SOURCE MATERIAL section start

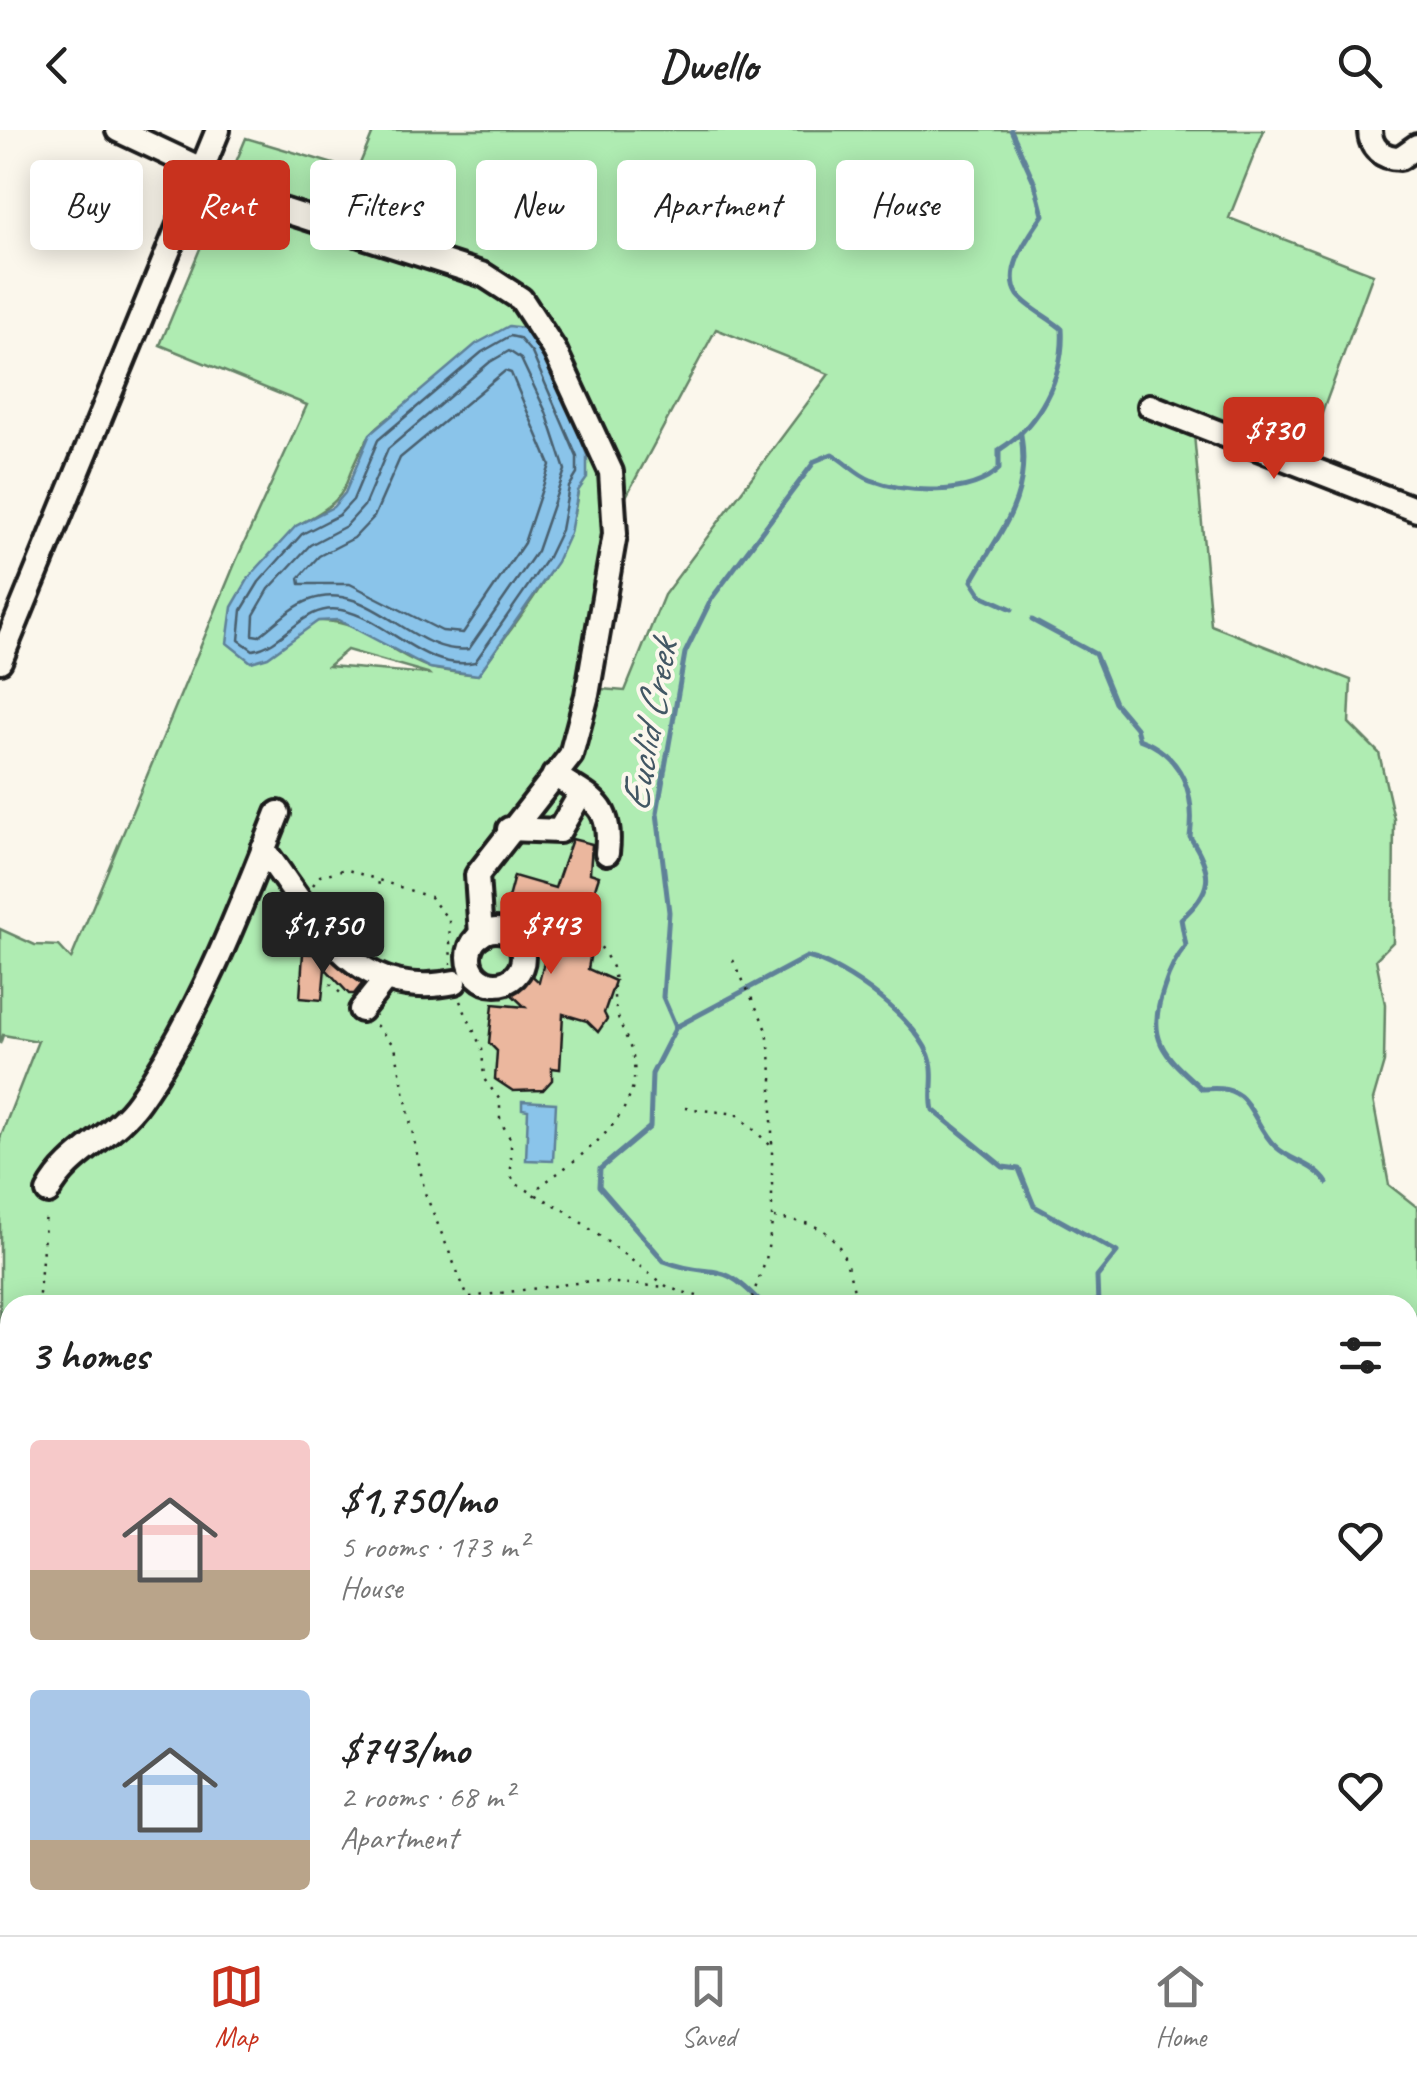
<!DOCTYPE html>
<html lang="en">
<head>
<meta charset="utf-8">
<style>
  body { margin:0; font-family:Caveat,sans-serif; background:#f6f6f6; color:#222; height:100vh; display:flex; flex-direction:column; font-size:38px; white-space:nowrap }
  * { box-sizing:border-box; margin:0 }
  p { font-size:32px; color:#767676 }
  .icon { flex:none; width:55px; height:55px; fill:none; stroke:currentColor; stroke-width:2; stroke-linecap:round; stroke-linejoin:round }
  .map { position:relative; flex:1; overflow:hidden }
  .drawer { position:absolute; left:0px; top:1165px; width:1418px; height:640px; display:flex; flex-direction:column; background:#fff; border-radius:30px 30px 0 0; box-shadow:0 5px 25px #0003 }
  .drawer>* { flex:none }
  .hud { position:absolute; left:30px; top:30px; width:1358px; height:90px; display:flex; gap:20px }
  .price { position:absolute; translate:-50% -85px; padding:0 22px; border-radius:10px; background:#c8321e; color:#fff; font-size:32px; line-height:65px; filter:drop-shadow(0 2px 5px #0008) }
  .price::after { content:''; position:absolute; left:50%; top:60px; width:30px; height:22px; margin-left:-15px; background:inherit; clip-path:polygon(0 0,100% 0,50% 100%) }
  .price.on { background:#222; color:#fff }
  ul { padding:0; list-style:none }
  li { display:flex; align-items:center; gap:30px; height:250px; padding:0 30px }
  li span { display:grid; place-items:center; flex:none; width:280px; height:200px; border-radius:10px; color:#555 }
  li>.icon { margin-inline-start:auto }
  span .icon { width:120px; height:120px; fill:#fffc; stroke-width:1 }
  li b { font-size:42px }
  h2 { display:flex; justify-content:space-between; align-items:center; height:120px; padding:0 30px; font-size:42px }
  .pill { padding:0 35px; border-radius:10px; background:#fff; box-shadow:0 5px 25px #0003; font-size:35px; line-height:90px }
  .pill.on { background:#c8321e; color:#fff }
  header { display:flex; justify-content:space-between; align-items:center; height:130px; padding:0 30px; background:#fff; font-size:45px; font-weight:600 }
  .tab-bar { display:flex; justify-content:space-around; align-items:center; height:140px; border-top:2px solid #e0e0e0; background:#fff; font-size:28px; color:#767676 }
  .tab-bar a { display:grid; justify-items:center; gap:5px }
  .tab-bar .on { color:#c8321e }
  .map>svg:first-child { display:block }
  .built { fill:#f6e4d5 }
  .green { fill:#afecb2; stroke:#668467; stroke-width:2.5; fill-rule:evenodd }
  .water { fill:#8ac4ea; stroke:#5e8198; stroke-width:2.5 }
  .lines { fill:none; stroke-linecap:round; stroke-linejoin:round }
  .shore { stroke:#485f6e; stroke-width:2.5 }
  .stream { stroke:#5e8198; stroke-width:5 }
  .building { fill:#ebb79e; stroke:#1c1c1c; stroke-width:2.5 }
  .minor-casing { stroke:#1c1c1c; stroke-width:30 }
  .path { stroke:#1c1c1c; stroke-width:2.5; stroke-dasharray:2.5 8; stroke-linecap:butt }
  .minor { stroke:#fbf7ec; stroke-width:22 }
  .labels { text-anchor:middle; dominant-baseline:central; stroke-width:8; stroke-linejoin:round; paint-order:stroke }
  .water-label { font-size:42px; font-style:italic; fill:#425764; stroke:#fbf7ec }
</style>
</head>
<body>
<header><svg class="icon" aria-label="back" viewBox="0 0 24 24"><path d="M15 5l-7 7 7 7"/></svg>Dwello<svg class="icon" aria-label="search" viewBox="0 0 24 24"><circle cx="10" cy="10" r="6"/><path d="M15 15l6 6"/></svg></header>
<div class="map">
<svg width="1417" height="1805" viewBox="0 0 1417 1805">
  <rect width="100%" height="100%" fill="#fbf7ec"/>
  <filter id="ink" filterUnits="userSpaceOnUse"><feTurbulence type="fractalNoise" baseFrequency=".01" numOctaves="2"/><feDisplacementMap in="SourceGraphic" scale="20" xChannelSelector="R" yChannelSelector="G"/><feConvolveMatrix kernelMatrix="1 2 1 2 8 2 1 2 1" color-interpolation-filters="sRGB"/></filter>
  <g filter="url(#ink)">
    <polygon class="built" points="1417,1187 1417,1555 1408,1564 1408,1188"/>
    <path class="green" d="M 374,0 L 1264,0 L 1229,88 L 1373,144 L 1303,335 L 1193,293 L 1211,495 L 1351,550 L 1349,593 L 1379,623 L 1394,689 L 1393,812 L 1376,829 L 1385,874 L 1384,932 L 1373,970 L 1389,1055 L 1417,1077 L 1417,1187 L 1408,1188 L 1408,1175 L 10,1175 L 10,1795 L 1408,1795 L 1408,1334 L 1417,1340 L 1417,1805 L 0,1805 L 0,1008 L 38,911 L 3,905 L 0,914 L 0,799 L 35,815 L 59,816 L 71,829 L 236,431 L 307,275 L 160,215 L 246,8 L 357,41 ZM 716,199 L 829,244 L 664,465 L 625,561 L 589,558 L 614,389 ZM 417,268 L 578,361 C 570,433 517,488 478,545 C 463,543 446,542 431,538 C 390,525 364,489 318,491 L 296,396 C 360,363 335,360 368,308 C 378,292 402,280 417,268 ZM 347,520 L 428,543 L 429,544 L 328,536 Z"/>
    <g class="water">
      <polygon points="509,196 524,198 540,217 567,273 587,325 587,348 578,361 570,403 557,432 478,545 430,538 338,490 318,491 268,527 251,532 227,513 232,477 250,446 296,396 333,377 345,363 370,304 476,214"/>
      <polygon points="522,971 556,973 553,1031 526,1030 528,980 522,979"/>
      <polygon points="10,1316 10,1399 0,1409 0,1321"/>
    </g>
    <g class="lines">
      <g class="shore">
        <path d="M 510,206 L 519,208 L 532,223 L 577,327 L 577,344 L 569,357 L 561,400 L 548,427 L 475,532 C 424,542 388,489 341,480 C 303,473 286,515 253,520 L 239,510 L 242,480 L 259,452 L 302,404 L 339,385 L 353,370 L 378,310 L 482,222 Z"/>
        <path d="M 509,221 L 521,229 L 546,282 L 565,340 L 537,421 L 469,519 C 413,527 369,448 310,470 C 292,476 274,495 259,506 L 253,505 L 254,485 L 269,459 L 310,415 L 346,396 L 364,376 L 388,319 L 490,232 Z"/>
        <polygon points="505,241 511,243 550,335 524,413 463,503 442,501 350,454 300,454 299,448 319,426 354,408 374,387 400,328"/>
      </g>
      <g class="stream">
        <path d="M 1011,0 L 1035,54 L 1043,85 C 1030,105 1002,140 1018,165 C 1027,177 1051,189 1062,199 C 1065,246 1038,296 999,320 L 999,339 C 971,367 906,363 871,350 C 857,345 845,331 832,324 L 815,331 L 712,468 L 685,523 L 657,683 L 669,782 L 663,867 L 676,897 L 807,827 C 844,835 922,892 931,932 C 935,948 929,965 933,980 L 1003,1037 L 1019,1039 L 1034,1076 L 1117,1122 L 1097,1147 L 1098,1175"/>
        <path d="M 1012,479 L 981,465 L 972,451 C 1001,399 1031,369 1021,305"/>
        <path d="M 1032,490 L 1095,524 L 1115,573 L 1136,598 L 1139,609 C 1183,625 1196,665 1190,707 C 1214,743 1213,761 1181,789 L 1186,816 C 1175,829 1169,842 1164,858 C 1146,910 1163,924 1202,959 C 1215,958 1228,957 1240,966 C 1253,976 1260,1003 1276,1017 C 1292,1032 1315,1034 1327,1053"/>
        <path d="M 676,897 L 652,944 L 650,997 L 600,1039 L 599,1056 L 664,1131 C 716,1151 717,1125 763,1175"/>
        <polyline points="584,1805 591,1795"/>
        <polyline points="1038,1805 1050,1795"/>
      </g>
    </g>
    <g class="building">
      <polygon points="572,709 592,714 590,743 599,746 585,790 596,793 588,839 615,851 604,883 607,889 598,902 587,891 563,884 560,939 552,938 552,950 543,960 513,961 495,949 497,921 489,913 493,874 525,877 508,861 527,841 539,852 551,804 550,794 516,784 519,775 507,772 514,746 555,758"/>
      <polygon points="303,823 325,825 362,854 354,864 349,864 325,838 322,870 300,868"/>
    </g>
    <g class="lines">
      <defs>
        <g id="minor">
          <polyline points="118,0 201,39 227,62 484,145 521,169 555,221 611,342 615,404 587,565 571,625 477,745 481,805"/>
          <path d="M 1370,0 C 1370,18 1382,28 1400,28 L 1417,16"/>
          <polyline points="1150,276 1417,380"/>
          <polyline points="0,531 218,0"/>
          <path d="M 554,645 C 591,669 613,673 607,723"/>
          <polyline points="509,699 559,701 581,663"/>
          <path d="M 263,719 C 317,790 352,873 455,852"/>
          <circle cx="496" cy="827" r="27"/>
          <polyline points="361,880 384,851"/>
          <path d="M 48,1062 C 68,1023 114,1007 139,971 C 199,886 240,779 278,683"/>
          <polyline points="1408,1228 1417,1226"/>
          <polyline points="1408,1400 1412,1406 1417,1403"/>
        </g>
      </defs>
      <use href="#minor" class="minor-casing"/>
      <g class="path">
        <polyline points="313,755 320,746 345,739 430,767 449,790 451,834"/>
        <polyline points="369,817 379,751"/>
        <polyline points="733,830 767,900 772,942 772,1093 766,1130 749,1175"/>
        <polyline points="330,854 344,866"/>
        <polyline points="460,871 482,919 484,949 500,970 500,990 511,1010 511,1046 516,1054 566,1081 669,1158 728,1175"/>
        <polyline points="376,895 395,917 425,1063 471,1175"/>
        <polyline points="685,978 737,984 770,1015"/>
        <path d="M 534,1066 L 539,1057 C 576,1029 640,990 634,934 C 633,917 621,900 617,883 C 607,845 626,854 598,813"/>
        <path d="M 774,1088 C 841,1094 842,1115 858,1175"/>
        <polyline points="470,1167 591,1151 666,1157"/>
        <polyline points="38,1175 46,1083"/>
        <polyline points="0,1449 10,1440"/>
        <polyline points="1408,1641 1417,1651"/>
        <polyline points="1030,1795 1037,1805"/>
        <polyline points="56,1805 60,1795"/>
        <polyline points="385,1805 386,1795"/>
        <polyline points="555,1805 562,1795"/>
        <polyline points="666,1805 668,1795"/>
        <polyline points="915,1805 924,1795"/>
        <polyline points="1237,1805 1248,1795"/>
      </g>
      <use href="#minor" class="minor"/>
    </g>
  </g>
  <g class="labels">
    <g class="water-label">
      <text transform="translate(649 596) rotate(-80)">Euclid Creek</text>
    </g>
  </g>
</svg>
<b class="price" style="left:1274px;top:352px">$730</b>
<b class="price on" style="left:323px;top:847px">$1,750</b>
<b class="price" style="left:551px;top:847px">$743</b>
<div class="hud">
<a class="pill">Buy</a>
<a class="pill on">Rent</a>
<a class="pill">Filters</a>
<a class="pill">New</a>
<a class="pill">Apartment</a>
<a class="pill">House</a>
</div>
<section class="drawer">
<h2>3 homes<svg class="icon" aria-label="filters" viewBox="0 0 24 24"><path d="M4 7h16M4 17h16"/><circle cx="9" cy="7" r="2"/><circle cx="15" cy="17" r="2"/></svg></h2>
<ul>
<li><span style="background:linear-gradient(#f6c9c9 65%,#b9a48a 0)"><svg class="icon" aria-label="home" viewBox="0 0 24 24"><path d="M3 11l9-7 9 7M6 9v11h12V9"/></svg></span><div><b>$1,750/mo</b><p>5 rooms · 173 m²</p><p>House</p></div><svg class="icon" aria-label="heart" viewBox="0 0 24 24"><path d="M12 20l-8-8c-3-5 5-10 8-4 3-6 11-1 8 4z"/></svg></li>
<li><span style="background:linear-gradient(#a9c7e8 75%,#b9a48a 0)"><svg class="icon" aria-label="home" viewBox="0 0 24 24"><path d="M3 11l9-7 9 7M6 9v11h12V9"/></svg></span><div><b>$743/mo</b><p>2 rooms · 68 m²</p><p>Apartment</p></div><svg class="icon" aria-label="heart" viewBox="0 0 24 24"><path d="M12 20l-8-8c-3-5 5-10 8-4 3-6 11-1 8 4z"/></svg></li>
</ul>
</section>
</div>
<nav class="tab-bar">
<a class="on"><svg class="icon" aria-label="map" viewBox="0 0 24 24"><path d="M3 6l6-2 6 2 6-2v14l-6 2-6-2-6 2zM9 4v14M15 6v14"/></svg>Map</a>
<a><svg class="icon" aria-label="saved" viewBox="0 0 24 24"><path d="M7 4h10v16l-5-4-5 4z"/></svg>Saved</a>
<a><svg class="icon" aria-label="home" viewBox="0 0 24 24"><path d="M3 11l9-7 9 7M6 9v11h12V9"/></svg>Home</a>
</nav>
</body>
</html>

SOURCE MATERIAL section end

Filter the entries and keep only the lines holding "absolute".

**OUTPUT BELOW:**
  .drawer { position:absolute; left:0px; top:1165px; width:1418px; height:640px; display:flex; flex-direction:column; background:#fff; border-radius:30px 30px 0 0; box-shadow:0 5px 25px #0003 }
  .hud { position:absolute; left:30px; top:30px; width:1358px; height:90px; display:flex; gap:20px }
  .price { position:absolute; translate:-50% -85px; padding:0 22px; border-radius:10px; background:#c8321e; color:#fff; font-size:32px; line-height:65px; filter:drop-shadow(0 2px 5px #0008) }
  .price::after { content:''; position:absolute; left:50%; top:60px; width:30px; height:22px; margin-left:-15px; background:inherit; clip-path:polygon(0 0,100% 0,50% 100%) }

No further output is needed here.